A reader passes along the following, which I have not had a chance to independently verify. Happy to hear any corrections or additions:
As you know, President Trump’s former attorney Sidney Powell filed her so-called “Kraken” lawsuits in district courts in Georgia and Michigan on November 25. It is widely assumed that Powell included in both complaints a sworn statement by cyber-security expert Dr. Navid Keshavarz-Nia, who concluded that widespread manipulation of electronic voting systems caused hundreds of thousands of votes cast for Trump to be transferred to Biden.
And as you surely know, in the two weeks since Powell filed those lawsuits, the Keshavarz-Nia statement spread rapidly throughout social media, where it has generally been hailed as credible evidence that the election was compromised.

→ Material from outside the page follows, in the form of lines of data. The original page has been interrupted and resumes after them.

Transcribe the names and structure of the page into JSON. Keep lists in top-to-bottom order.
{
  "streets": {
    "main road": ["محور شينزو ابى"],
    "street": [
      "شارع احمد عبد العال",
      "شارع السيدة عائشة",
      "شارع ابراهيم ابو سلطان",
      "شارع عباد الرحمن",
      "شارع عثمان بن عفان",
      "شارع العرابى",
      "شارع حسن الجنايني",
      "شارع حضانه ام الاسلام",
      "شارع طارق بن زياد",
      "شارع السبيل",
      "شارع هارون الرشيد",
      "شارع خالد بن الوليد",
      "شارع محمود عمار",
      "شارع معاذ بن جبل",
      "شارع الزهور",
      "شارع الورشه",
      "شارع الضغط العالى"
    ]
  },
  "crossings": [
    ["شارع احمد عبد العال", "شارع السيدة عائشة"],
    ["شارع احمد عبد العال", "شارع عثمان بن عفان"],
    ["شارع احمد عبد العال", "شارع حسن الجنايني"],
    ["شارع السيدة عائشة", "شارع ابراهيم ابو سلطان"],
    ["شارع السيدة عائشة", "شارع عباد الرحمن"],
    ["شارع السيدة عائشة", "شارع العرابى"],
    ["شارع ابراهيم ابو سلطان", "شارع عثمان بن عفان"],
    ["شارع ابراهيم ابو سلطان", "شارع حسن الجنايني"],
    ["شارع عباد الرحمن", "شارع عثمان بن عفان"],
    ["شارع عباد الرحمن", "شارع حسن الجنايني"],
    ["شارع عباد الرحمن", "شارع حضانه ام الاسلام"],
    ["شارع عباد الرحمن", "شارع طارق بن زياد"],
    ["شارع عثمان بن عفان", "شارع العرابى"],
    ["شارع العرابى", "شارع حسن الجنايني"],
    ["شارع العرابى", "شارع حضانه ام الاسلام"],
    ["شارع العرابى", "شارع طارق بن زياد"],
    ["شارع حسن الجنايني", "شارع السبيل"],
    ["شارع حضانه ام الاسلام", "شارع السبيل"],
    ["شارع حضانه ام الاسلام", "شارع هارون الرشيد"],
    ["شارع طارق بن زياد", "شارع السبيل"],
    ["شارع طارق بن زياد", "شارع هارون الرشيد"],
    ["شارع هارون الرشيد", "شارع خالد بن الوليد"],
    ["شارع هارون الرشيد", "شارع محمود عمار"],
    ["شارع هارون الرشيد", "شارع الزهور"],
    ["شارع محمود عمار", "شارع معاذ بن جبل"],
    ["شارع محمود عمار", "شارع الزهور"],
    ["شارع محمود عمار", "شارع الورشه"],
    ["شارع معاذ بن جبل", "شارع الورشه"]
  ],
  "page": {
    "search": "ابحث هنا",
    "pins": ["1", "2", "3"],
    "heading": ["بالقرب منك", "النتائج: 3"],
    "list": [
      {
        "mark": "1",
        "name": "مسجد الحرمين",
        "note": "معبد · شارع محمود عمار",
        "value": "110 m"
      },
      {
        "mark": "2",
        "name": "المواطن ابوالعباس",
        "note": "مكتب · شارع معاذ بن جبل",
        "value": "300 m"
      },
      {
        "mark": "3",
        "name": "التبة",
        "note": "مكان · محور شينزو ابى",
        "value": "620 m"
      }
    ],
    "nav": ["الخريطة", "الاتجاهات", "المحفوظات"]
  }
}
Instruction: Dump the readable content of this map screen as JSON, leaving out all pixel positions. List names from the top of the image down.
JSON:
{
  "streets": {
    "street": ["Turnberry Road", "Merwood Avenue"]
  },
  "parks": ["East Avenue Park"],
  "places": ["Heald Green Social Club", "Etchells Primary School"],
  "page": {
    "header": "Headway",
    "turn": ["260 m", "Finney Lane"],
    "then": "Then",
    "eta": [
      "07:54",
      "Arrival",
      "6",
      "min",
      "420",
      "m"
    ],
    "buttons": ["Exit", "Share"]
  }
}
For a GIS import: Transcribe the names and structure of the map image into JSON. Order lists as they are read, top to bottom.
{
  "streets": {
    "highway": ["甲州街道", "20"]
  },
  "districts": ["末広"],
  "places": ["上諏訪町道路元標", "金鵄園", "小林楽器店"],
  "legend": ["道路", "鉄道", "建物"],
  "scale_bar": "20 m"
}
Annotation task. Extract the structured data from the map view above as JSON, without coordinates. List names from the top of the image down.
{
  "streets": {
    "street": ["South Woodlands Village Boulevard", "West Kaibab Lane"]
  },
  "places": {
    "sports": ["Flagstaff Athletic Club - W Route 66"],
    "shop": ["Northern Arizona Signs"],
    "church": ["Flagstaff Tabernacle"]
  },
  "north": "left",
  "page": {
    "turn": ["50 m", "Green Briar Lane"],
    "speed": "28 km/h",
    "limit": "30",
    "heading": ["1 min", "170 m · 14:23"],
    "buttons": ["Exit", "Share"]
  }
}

What the Public Doesn’t Know:
Contrary to widespread assumptions, the Keshavarz-Nia statement was not part of either of the the lawsuits heard by the courts. In the Georgia case, the statement was never filed with the court. And in the Michigan case, the statement was initially filed but was removed four days later when the original complaint was replaced by an amended version from which any reference to Keshavarz-Nia had been omitted. Powell neglected to inform the court, press, or public that the Keshavarz-Nia statement was never filed in Georgia and was removed from the Michigan case. As of yet, these sleight-of-hand maneuvers have received no press attention (to my knowledge) and appear to have gone undetected by the public. Consequently, without ever facing the scrutiny of judges or opposing counsel, Powell scored a rather big victory in the court of public opinion by fooling many into believing that a cyber-security expert risked perjuring himself in testifying that the election was stolen from Trump.